We have included average lever presses made during testing for positive and negative incentive learning (Figure 1—figure supplement 1) and for OFC positive and negative incentive learning (Figure 3—figure supplement 2). We do agree though, that the appropriate way to show the data in the main paper is by normalizing to response rate. By doing so, it acknowledges the self-paced behavior we are examining, as mice show variation in the number of lever presses made.

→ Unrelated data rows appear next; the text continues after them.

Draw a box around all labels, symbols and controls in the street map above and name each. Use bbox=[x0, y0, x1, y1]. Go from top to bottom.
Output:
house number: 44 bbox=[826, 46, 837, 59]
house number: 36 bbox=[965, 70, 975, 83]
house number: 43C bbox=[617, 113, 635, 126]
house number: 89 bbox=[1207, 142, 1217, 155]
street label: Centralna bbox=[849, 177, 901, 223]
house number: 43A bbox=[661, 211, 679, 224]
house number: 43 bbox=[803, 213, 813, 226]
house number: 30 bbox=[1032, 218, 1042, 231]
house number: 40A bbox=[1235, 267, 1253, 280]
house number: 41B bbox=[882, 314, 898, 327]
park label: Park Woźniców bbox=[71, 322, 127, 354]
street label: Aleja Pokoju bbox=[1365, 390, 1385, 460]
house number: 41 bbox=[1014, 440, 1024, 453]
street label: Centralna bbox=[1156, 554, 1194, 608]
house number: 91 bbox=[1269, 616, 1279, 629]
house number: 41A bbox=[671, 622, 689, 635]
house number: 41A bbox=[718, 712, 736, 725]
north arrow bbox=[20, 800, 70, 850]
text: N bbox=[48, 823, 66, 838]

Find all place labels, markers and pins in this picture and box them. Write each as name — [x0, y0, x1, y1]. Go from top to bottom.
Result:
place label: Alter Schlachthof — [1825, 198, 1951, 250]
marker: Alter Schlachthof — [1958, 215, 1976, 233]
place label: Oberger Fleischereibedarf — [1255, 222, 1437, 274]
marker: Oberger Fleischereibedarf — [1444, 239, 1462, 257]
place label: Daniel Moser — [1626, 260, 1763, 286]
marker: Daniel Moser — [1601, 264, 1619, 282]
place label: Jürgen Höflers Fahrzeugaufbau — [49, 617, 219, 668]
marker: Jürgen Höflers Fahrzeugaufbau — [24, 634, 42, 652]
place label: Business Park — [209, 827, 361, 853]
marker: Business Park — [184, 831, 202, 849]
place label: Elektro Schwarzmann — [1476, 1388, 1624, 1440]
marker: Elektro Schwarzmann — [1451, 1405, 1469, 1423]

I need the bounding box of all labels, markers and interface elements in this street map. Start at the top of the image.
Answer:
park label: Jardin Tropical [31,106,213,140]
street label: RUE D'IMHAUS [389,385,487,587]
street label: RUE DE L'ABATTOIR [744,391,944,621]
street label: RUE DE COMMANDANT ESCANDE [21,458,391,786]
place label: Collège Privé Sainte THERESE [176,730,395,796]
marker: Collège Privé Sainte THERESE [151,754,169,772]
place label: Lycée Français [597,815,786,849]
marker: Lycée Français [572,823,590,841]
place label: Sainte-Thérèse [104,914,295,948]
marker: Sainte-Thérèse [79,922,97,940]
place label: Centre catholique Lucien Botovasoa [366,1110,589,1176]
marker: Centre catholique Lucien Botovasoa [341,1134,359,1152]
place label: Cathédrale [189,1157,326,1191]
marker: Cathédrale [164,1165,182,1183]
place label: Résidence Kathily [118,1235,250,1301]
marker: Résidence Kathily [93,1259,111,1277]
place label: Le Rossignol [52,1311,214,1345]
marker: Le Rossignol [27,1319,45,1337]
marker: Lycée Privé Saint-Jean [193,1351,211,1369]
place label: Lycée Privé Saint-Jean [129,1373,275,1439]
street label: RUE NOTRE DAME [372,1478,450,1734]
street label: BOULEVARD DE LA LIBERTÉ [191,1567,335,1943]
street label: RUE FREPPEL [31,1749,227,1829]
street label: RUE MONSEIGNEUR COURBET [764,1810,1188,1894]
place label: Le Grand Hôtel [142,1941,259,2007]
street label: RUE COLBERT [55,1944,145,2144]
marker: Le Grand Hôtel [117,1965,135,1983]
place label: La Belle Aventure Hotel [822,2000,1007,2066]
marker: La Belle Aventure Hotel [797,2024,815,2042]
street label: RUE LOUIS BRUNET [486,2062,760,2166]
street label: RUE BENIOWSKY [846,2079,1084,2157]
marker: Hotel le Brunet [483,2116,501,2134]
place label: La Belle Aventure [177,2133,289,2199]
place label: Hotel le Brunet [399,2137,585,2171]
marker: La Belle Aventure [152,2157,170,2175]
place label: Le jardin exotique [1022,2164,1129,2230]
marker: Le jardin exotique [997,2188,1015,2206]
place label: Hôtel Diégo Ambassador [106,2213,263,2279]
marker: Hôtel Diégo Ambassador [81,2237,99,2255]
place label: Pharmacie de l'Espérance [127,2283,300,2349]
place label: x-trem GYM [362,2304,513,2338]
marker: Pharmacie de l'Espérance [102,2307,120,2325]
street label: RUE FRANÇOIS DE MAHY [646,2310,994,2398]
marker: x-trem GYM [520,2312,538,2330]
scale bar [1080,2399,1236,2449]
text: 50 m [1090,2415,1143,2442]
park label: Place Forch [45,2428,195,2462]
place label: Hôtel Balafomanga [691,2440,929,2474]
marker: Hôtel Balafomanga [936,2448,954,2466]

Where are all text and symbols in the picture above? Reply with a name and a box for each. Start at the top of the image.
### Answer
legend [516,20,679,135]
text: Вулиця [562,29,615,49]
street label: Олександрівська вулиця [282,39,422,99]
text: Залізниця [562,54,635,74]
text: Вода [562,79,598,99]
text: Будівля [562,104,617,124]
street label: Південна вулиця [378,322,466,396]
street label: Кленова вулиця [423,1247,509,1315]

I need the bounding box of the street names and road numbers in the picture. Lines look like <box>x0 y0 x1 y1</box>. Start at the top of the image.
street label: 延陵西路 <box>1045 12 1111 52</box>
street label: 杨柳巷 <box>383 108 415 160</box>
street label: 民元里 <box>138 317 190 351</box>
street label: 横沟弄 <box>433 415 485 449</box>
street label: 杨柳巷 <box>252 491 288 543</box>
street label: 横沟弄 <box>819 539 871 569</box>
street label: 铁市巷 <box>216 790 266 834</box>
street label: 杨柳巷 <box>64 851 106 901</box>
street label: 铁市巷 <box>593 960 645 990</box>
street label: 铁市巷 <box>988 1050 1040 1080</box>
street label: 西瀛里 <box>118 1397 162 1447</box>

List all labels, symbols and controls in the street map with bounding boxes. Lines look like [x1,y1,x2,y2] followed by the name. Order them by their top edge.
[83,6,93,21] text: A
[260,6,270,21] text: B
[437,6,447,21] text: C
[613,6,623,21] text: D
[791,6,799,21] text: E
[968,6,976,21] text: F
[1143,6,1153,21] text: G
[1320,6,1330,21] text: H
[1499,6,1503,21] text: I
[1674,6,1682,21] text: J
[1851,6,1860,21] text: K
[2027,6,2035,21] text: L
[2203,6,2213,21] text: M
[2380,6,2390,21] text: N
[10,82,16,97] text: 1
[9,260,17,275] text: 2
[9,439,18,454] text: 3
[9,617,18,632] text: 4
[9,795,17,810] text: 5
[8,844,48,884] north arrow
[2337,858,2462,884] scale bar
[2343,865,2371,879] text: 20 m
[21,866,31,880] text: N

7) Because the authors conducted their OFC manipulations in the same context as the later test, they cannot claim at this point that OFC inactivation is required for instances of incentive learning that occur outside that context. While this is very likely the case, the authors did not show that here.

We agree with this assessment and have tried to make clear that we are not claiming this.

8) Finally could the authors clarify their text in the discussion on prediction error and the paragraph on retrieval of sucrose representations. The logic is not clear/I find many of the sentences a bit inscrutable.

The discussion has been edited for clarity, and the paragraph about prediction error has been removed.